Fourth of July

Cherry Clafoutis

July  4, 2009
5 Ratings
Photo by James Ransom
  • Serves about 6
Author Notes

A cross between a flan and a tart, clafoutis is one of the simplest French pastries to make. Some chefs choose not to pit the cherries, because they impart a better flavor to the tart, but I don’t like having to worry about breaking my teeth while savoring dessert. The choice is up to you! This is also a nice treat for breakfast, as it's not overly sweet the way clafoutis can often be. —Lauren Shockey

Test Kitchen Notes

Whether you call it "Cla-foo-TEE," "Cla-FOO-tee," or even "Cla-FOO-tis" (yes, we've heard this last pronunciation uttered with unabashed confidence), this eggy French dessert can be tricky to get right.
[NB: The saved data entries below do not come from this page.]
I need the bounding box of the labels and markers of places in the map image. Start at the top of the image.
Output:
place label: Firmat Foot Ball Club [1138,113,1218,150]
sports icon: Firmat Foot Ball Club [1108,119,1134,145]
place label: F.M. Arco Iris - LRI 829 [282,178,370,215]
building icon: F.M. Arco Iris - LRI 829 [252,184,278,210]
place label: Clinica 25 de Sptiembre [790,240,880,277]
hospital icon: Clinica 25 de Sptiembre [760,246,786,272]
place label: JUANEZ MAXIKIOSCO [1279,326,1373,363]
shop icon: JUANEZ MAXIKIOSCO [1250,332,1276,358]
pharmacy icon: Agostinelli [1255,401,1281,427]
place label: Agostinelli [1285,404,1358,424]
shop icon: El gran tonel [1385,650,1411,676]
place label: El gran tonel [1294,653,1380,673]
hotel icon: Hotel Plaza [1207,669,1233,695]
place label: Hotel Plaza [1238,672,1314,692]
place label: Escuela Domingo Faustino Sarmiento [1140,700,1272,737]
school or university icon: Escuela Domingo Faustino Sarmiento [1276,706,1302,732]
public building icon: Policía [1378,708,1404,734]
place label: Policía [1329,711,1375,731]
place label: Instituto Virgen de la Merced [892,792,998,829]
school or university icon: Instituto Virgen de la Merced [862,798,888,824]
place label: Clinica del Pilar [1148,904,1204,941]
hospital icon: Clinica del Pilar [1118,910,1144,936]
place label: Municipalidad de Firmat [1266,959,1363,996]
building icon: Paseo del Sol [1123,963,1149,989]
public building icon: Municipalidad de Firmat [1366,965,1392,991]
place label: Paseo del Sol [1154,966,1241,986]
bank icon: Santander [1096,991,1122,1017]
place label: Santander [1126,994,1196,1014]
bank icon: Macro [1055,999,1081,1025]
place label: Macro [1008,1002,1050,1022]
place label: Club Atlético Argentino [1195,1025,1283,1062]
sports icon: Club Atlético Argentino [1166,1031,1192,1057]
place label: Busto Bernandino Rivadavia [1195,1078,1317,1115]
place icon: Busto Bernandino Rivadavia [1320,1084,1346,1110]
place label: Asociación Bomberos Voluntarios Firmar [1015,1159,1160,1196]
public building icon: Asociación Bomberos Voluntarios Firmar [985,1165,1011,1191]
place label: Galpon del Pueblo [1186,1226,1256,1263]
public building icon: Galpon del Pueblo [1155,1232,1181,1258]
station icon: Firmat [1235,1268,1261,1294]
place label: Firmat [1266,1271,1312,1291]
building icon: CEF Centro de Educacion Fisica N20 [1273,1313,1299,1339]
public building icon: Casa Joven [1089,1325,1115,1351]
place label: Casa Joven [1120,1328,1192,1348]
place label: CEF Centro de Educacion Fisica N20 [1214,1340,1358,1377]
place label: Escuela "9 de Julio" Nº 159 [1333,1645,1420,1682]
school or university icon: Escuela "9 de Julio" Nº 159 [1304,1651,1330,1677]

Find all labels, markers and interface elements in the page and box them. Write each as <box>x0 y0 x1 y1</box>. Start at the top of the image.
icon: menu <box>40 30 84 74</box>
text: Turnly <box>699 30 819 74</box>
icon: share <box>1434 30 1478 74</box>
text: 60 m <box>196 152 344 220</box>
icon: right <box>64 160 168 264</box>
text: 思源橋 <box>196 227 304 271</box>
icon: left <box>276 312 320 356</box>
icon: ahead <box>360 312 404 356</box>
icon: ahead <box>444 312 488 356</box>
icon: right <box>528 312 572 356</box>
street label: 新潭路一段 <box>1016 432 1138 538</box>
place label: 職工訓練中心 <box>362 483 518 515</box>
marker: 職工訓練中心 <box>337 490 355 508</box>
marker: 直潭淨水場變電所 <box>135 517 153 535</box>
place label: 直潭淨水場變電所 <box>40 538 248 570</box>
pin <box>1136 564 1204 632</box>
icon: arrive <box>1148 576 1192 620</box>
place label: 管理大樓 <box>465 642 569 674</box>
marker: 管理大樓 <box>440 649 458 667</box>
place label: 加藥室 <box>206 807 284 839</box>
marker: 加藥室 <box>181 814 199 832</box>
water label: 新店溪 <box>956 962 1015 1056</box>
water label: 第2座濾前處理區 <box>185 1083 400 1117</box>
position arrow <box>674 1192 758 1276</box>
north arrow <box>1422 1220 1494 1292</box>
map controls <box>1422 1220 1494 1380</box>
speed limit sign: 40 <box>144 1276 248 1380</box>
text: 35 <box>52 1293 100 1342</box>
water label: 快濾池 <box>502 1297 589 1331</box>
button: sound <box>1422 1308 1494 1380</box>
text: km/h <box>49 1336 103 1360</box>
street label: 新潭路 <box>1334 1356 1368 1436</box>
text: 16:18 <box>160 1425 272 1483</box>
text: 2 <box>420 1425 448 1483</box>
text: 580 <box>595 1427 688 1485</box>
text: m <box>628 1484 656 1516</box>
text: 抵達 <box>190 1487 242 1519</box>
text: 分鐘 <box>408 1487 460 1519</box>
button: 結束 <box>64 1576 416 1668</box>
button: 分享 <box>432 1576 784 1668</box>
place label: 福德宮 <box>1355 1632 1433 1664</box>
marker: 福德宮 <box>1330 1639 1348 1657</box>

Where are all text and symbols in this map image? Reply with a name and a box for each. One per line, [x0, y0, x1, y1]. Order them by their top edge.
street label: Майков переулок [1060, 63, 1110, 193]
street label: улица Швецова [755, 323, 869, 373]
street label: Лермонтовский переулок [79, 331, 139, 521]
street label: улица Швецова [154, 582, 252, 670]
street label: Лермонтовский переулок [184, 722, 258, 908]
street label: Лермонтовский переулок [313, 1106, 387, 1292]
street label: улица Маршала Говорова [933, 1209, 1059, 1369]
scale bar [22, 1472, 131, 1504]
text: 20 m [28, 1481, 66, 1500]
Lauren's version is simple, not too sweet, and tender where others are either gooey or tough. Although we were intrigued by the idea of un-pitted cherries lending better flavor, we decided we didn't want to worry about chipped molars and pitted ours. When cherry season is over, try this recipe with berries instead. - A&M —The Editors

What You'll Need
  • 1/2 pound cherries, pitted
  • 3 eggs
  • 1/3 cup flour, plus extra for dusting the pan
  • 1/4 cup sugar
  • 1 cup whole milk
  • 1 teaspoon baking powder
  • powdered sugar, for dusting the pan
  • butter, for greasing the pan
  1. Preheat the oven to 350 degrees F. Butter and flour a pie pan or other round baking dish that measures at least 2” high and 9” wide. Scatter the cherries evenly about the pan.
  2. In a mixing bowl, whisk together the eggs and flour, then add the sugar and baking powder and whisk again until combined. Slowly pour in the milk and whisk until the batter is smooth. Pour over the cherries and bake until set and lightly browned, about 40 minutes. Before serving, dust with powdered sugar.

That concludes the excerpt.